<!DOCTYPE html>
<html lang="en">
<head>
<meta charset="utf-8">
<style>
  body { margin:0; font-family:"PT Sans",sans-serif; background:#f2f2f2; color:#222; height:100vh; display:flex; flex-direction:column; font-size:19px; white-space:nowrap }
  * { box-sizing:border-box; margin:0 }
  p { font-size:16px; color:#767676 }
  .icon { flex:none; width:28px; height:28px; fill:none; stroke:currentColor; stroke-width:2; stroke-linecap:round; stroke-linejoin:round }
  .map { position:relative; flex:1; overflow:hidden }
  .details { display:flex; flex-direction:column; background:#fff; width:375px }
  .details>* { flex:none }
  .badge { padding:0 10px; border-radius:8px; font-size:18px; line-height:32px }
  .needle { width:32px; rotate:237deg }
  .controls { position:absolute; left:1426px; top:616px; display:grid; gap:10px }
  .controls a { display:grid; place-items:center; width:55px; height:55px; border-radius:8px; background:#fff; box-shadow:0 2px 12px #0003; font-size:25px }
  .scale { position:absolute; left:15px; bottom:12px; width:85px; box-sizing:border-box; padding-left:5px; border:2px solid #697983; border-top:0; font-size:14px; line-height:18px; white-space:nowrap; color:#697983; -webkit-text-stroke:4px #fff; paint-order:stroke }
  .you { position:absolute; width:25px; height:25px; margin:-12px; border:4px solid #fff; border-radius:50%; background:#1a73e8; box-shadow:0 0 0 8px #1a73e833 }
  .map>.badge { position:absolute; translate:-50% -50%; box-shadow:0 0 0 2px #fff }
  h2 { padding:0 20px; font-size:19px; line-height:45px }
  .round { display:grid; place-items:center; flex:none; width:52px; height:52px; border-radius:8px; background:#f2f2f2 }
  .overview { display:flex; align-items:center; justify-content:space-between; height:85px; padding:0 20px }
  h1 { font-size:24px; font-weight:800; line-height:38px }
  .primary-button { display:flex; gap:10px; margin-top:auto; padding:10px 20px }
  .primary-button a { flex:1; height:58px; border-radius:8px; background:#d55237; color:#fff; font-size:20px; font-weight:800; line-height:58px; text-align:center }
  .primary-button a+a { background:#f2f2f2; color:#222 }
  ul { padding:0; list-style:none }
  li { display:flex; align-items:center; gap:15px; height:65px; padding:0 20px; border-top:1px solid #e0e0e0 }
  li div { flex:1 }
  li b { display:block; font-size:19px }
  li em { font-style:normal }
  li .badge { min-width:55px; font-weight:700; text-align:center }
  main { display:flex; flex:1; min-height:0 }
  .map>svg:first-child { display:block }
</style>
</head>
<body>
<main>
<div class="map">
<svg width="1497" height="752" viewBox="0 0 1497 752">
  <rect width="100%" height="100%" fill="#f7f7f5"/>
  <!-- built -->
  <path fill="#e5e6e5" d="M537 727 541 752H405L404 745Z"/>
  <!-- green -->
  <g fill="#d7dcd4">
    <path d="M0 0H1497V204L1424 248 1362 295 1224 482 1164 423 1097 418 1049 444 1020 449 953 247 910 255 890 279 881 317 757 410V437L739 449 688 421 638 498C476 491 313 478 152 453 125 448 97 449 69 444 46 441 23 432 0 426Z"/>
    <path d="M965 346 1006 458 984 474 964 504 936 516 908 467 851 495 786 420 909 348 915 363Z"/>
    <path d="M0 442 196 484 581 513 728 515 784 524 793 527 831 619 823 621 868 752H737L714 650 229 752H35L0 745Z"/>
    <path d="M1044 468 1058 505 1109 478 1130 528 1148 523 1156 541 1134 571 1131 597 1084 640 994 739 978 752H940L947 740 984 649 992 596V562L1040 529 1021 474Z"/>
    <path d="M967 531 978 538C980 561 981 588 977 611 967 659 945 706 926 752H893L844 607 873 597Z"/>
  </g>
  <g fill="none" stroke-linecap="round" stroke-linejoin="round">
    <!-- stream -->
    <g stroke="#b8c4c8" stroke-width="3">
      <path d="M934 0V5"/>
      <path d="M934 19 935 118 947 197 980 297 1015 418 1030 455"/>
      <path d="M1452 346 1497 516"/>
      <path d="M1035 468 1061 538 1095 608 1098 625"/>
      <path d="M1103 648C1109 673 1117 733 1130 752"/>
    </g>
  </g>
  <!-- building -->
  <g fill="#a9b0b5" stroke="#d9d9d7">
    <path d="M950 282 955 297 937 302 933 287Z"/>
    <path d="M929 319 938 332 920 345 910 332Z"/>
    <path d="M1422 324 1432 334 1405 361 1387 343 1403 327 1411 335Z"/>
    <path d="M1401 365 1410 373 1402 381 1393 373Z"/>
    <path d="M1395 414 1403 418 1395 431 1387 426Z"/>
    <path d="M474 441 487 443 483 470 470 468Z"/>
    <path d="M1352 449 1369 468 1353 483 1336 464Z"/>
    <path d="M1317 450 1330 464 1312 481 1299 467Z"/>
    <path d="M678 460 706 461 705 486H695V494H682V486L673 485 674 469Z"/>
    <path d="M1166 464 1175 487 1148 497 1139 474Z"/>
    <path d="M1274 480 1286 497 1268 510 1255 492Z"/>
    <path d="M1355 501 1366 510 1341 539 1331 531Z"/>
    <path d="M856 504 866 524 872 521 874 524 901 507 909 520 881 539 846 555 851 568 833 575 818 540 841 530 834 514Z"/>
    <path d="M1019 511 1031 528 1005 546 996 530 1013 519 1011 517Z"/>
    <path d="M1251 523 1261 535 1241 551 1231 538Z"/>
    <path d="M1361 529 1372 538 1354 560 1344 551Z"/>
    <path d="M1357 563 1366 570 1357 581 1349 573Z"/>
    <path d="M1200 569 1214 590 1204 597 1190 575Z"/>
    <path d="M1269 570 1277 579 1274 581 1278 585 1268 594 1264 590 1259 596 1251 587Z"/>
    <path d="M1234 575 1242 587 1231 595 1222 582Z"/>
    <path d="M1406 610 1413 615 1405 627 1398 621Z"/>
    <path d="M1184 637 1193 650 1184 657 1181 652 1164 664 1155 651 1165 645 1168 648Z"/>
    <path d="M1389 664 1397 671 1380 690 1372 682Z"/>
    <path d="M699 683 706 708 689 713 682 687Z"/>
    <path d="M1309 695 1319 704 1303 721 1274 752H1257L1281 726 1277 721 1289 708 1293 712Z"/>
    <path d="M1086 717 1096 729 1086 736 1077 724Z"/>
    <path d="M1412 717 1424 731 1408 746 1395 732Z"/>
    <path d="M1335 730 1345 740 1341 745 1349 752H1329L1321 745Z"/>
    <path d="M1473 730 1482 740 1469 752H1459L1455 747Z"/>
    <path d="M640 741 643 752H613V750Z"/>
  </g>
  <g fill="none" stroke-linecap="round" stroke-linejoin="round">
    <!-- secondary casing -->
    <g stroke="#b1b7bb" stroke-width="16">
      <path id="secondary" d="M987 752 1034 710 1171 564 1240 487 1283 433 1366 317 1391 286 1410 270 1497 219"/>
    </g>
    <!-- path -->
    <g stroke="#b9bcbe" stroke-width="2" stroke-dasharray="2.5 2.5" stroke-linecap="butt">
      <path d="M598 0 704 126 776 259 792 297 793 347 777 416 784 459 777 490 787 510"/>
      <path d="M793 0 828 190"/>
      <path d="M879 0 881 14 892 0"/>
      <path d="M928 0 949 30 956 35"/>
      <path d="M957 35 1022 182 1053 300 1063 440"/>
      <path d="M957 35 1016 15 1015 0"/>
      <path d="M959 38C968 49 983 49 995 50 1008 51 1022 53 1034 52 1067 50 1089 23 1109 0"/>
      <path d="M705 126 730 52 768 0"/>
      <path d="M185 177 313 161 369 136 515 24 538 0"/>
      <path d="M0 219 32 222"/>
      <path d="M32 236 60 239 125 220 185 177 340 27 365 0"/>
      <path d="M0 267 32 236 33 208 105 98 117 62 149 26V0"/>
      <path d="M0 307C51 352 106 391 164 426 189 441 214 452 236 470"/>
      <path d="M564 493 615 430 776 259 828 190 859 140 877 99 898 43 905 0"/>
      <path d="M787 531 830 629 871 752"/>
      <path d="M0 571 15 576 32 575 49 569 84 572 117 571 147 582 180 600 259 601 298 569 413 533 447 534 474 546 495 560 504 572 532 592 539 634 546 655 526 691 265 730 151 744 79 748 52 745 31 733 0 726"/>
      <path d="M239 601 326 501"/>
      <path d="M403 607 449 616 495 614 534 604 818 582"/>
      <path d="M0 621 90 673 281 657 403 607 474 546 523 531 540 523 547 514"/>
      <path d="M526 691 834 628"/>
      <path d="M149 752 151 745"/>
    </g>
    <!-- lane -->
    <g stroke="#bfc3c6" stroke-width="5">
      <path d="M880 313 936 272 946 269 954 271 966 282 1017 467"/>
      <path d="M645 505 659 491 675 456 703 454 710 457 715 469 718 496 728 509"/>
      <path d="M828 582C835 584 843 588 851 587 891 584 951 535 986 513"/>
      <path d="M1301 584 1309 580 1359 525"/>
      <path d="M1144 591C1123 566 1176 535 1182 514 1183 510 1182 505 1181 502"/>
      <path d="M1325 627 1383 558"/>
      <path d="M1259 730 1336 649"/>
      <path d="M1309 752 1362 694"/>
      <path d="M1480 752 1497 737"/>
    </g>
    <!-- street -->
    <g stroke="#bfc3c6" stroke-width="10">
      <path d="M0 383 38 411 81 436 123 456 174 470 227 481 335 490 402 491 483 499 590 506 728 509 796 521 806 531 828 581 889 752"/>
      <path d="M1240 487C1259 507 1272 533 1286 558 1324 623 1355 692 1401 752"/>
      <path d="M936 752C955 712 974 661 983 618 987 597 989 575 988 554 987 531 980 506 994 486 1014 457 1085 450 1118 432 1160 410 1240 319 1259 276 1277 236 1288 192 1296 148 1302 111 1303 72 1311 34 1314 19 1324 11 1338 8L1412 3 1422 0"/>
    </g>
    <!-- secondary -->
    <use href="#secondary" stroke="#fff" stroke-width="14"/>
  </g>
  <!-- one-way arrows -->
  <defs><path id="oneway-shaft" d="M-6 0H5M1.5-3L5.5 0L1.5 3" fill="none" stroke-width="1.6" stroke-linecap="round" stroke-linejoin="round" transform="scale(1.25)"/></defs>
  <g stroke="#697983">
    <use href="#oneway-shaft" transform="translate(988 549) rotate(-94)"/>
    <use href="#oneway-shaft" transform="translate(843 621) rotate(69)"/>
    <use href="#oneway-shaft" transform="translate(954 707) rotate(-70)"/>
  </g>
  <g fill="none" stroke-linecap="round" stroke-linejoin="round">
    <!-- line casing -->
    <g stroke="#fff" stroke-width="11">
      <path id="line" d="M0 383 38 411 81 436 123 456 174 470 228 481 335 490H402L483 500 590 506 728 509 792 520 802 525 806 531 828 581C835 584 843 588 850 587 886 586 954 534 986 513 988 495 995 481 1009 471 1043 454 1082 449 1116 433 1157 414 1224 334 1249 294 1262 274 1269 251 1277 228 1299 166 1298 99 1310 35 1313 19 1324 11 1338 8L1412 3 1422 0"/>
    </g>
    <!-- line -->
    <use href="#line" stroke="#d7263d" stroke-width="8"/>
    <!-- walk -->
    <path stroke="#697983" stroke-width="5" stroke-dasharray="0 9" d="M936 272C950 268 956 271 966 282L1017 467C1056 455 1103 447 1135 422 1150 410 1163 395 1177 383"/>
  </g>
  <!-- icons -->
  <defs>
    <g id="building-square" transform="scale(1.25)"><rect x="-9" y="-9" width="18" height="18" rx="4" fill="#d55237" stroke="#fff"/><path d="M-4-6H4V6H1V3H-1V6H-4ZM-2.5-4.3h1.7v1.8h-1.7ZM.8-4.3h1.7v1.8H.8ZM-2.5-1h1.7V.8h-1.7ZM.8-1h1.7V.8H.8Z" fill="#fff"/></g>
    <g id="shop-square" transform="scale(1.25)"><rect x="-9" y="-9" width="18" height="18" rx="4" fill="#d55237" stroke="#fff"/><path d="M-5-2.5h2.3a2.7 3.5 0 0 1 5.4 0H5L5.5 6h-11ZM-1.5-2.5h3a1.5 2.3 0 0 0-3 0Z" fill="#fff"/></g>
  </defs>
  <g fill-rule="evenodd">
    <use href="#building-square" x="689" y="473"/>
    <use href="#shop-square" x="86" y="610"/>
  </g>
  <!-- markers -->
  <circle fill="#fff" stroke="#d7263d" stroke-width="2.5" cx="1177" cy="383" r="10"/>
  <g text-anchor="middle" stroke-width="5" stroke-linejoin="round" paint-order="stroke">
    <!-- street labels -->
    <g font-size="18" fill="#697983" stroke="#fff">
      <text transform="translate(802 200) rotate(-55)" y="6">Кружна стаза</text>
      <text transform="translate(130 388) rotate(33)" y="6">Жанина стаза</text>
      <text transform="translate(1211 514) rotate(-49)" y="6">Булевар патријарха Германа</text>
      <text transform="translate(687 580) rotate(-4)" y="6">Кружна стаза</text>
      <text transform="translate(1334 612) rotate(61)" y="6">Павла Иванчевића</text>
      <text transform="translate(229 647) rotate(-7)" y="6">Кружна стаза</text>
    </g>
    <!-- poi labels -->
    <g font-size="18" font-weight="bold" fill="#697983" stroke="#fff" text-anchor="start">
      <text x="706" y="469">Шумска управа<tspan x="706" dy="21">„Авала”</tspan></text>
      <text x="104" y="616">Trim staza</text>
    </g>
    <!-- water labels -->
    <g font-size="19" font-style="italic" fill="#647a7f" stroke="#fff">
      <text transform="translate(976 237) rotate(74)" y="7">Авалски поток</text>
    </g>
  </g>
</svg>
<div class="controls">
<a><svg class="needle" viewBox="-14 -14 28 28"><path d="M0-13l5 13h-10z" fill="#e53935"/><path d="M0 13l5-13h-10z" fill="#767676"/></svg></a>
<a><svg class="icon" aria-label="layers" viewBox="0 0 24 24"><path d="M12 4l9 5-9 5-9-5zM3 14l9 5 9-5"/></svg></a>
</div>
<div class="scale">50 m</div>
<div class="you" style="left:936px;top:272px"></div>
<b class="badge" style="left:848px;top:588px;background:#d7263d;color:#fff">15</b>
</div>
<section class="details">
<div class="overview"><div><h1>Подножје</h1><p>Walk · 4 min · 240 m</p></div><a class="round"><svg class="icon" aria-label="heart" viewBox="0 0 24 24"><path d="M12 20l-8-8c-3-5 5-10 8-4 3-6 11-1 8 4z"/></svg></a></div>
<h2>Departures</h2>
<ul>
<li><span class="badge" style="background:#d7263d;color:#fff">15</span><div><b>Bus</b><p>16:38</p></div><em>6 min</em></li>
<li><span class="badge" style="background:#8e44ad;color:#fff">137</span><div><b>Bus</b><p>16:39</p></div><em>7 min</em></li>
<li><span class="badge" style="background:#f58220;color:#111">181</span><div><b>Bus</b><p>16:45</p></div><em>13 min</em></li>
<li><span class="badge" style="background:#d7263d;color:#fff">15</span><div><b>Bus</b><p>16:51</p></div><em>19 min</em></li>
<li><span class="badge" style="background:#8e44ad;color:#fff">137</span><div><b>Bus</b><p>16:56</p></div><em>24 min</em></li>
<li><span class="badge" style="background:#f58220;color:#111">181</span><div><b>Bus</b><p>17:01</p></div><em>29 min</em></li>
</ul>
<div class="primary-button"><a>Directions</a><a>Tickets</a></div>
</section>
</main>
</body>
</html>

**What you are asked to do**: Output, unchanged, the lines of the listing above from the first one through the one holding "position:absolute; left:1426px; top:616px;". Leave out every line after it.

**Solved exercise**:
<!DOCTYPE html>
<html lang="en">
<head>
<meta charset="utf-8">
<style>
  body { margin:0; font-family:"PT Sans",sans-serif; background:#f2f2f2; color:#222; height:100vh; display:flex; flex-direction:column; font-size:19px; white-space:nowrap }
  * { box-sizing:border-box; margin:0 }
  p { font-size:16px; color:#767676 }
  .icon { flex:none; width:28px; height:28px; fill:none; stroke:currentColor; stroke-width:2; stroke-linecap:round; stroke-linejoin:round }
  .map { position:relative; flex:1; overflow:hidden }
  .details { display:flex; flex-direction:column; background:#fff; width:375px }
  .details>* { flex:none }
  .badge { padding:0 10px; border-radius:8px; font-size:18px; line-height:32px }
  .needle { width:32px; rotate:237deg }
  .controls { position:absolute; left:1426px; top:616px; display:grid; gap:10px }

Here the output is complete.